MCHD supports Take Back Day for prescription medicines 04.24.2024

April 24, 2024

MCHD supports Take Back Day for prescription medicines

MOBILE, Ala. — The Mobile County Health Department (MCHD) is supporting the National Drug Take Back Day events happening across Mobile County. The number of opioid overdose deaths and overdose visits to emergency rooms is increasing, and to combat this issue, the Drug Enforcement Administration is organizing the National Prescription Drug Take-Back Day on Saturday, April 27.

During the last Take Back Day, the DEA collected tons of expired, unwanted, and unused prescription medications. The public can drop off their expired, unwanted, and unused prescription medications at designated collection sites across the community. To learn more about the event, please visit https://www.dea.gov/takebackday.

On Saturday, April 27, from 10 a.m. to 2 p.m., the Mobile Police Department (MPD) and Mobile County Sheriff’s Office (MCSO) will have designated drop-off locations for the public. MPD will provide a drop-off location at its headquarters located at 2460 Government Street in Mobile. MCSO will have drop-off events held at Walgreens, CVS, and COSTCO locations from 9 a.m. to 1:30 p.m. The Walgreens locations include 5705 Cottage Hill Road, 5530 Three Notch Road Rd, and 3948 Airport Boulevard, the CVS Pharmacy locations include 4453 Old Shell Road and 1401 Hillcrest Road, and the COSTCO located at 1450 Tingle Circle E.

Deirdre Johnson, a MCHD Peer Recovery Specialist, will provide resources and educational materials to the public during the event at the MPD Headquarters.
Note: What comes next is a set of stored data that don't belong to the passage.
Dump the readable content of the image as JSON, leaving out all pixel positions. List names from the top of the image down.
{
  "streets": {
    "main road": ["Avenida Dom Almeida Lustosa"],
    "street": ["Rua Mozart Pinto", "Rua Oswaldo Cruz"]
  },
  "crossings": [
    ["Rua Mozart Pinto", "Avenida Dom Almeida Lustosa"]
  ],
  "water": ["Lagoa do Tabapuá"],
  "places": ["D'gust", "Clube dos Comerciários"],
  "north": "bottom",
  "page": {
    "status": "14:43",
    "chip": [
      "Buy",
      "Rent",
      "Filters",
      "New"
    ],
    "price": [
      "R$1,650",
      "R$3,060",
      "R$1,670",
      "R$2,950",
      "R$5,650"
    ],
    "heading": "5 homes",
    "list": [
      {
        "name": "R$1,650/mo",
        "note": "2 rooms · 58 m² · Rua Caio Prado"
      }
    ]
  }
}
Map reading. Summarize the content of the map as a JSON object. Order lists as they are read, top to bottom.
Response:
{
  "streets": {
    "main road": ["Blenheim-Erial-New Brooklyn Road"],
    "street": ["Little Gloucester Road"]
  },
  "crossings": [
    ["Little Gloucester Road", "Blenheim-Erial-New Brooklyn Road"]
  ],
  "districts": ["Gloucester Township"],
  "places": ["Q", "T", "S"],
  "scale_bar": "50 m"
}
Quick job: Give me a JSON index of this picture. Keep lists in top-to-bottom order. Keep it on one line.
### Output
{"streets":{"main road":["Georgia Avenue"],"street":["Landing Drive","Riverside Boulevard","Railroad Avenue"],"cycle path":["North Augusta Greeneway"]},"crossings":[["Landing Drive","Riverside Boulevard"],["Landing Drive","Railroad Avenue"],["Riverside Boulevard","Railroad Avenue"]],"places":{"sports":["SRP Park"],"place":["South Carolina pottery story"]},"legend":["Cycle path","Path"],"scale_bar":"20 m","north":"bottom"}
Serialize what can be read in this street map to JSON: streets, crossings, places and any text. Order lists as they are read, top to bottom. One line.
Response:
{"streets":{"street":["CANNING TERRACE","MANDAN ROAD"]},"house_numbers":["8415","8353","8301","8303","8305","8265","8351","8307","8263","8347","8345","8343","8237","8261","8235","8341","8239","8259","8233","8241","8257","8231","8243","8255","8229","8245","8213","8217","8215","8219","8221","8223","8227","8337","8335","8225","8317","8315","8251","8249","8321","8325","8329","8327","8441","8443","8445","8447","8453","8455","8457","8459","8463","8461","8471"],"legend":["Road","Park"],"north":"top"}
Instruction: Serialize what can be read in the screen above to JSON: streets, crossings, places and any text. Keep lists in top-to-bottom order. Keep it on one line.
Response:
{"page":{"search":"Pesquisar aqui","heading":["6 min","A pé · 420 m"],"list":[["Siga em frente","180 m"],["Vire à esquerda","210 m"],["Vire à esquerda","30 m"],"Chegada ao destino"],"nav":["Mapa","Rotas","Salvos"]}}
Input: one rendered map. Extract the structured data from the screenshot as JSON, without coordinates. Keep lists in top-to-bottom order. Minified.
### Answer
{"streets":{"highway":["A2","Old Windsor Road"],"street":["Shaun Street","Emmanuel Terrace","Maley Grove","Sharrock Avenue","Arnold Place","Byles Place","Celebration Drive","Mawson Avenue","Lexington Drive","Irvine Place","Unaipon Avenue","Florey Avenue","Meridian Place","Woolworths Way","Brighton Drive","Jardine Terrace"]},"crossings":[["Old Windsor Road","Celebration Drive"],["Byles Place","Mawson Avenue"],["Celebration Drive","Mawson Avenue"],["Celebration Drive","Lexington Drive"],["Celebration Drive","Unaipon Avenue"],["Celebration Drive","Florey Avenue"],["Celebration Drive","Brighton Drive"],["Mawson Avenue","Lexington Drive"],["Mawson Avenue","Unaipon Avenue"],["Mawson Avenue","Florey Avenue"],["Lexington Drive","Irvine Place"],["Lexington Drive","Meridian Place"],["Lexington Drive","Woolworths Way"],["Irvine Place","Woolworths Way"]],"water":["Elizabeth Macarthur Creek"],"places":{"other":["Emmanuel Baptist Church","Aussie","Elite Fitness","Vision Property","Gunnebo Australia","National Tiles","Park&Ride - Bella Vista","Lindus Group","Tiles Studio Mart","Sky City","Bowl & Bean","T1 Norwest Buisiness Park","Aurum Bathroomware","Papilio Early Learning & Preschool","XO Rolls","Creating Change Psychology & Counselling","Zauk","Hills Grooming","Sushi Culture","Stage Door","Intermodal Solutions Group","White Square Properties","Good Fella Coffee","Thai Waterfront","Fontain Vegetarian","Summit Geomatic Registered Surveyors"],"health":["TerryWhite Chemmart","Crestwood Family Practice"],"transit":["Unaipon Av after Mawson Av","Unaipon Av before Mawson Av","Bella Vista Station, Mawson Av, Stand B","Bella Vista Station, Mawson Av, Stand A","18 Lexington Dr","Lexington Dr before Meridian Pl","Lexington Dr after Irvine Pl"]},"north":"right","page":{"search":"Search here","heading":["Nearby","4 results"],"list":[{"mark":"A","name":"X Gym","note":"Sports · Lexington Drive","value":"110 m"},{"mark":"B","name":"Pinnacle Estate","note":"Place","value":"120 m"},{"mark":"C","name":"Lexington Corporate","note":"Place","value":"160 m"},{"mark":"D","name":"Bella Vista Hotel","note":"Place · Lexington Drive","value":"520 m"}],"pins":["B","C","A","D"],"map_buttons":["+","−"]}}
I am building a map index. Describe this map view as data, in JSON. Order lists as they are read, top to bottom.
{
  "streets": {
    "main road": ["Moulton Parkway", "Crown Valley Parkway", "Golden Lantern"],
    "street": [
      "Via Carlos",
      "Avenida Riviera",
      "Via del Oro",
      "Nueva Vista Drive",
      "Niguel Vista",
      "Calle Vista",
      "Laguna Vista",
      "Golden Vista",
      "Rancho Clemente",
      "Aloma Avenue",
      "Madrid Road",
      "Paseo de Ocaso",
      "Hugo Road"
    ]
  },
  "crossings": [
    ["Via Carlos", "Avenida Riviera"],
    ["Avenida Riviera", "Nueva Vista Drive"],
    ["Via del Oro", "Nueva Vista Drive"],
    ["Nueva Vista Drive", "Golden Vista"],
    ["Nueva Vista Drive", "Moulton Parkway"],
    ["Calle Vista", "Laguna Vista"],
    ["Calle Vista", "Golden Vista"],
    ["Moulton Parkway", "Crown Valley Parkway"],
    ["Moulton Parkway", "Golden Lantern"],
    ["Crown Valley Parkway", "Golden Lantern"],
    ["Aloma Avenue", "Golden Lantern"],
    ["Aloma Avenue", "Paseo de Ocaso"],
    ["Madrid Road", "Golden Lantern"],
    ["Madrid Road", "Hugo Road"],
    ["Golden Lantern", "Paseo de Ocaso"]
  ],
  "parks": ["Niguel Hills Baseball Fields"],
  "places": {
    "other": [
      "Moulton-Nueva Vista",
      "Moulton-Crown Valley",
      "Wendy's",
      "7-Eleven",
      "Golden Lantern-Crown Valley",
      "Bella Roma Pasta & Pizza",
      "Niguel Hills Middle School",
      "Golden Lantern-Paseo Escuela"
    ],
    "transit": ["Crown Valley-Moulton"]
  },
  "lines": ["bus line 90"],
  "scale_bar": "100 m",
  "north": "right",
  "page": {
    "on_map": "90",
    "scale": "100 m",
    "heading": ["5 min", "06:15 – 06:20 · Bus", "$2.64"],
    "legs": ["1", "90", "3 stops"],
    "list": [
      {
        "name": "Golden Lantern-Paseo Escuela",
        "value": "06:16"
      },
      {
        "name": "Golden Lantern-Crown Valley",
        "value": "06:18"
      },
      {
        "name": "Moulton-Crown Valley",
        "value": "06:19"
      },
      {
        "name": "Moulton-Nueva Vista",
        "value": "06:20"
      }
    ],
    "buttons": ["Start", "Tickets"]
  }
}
It is important to dispose of any unwanted or expired medications safely and legally. Law enforcement will be present to accept any controlled substance medications for disposal.

“This is a great community program to support our residents by reducing the number of unneeded prescription medications that lead to substance use in our community,” said Dr. Kevin Philip Michaels, Health Officer for Mobile County. “Many studies show that the abused prescription drugs come from family and friends who unknowingly allow them to be taken by others.”

If you want to know more about the Mobile County Health Department’s Overdose Prevention program, please call 251-410-6322. Overdose Prevention focuses on the complex and changing nature of the drug overdose epidemic. It highlights the need for an interdisciplinary, comprehensive, and cohesive public health approach.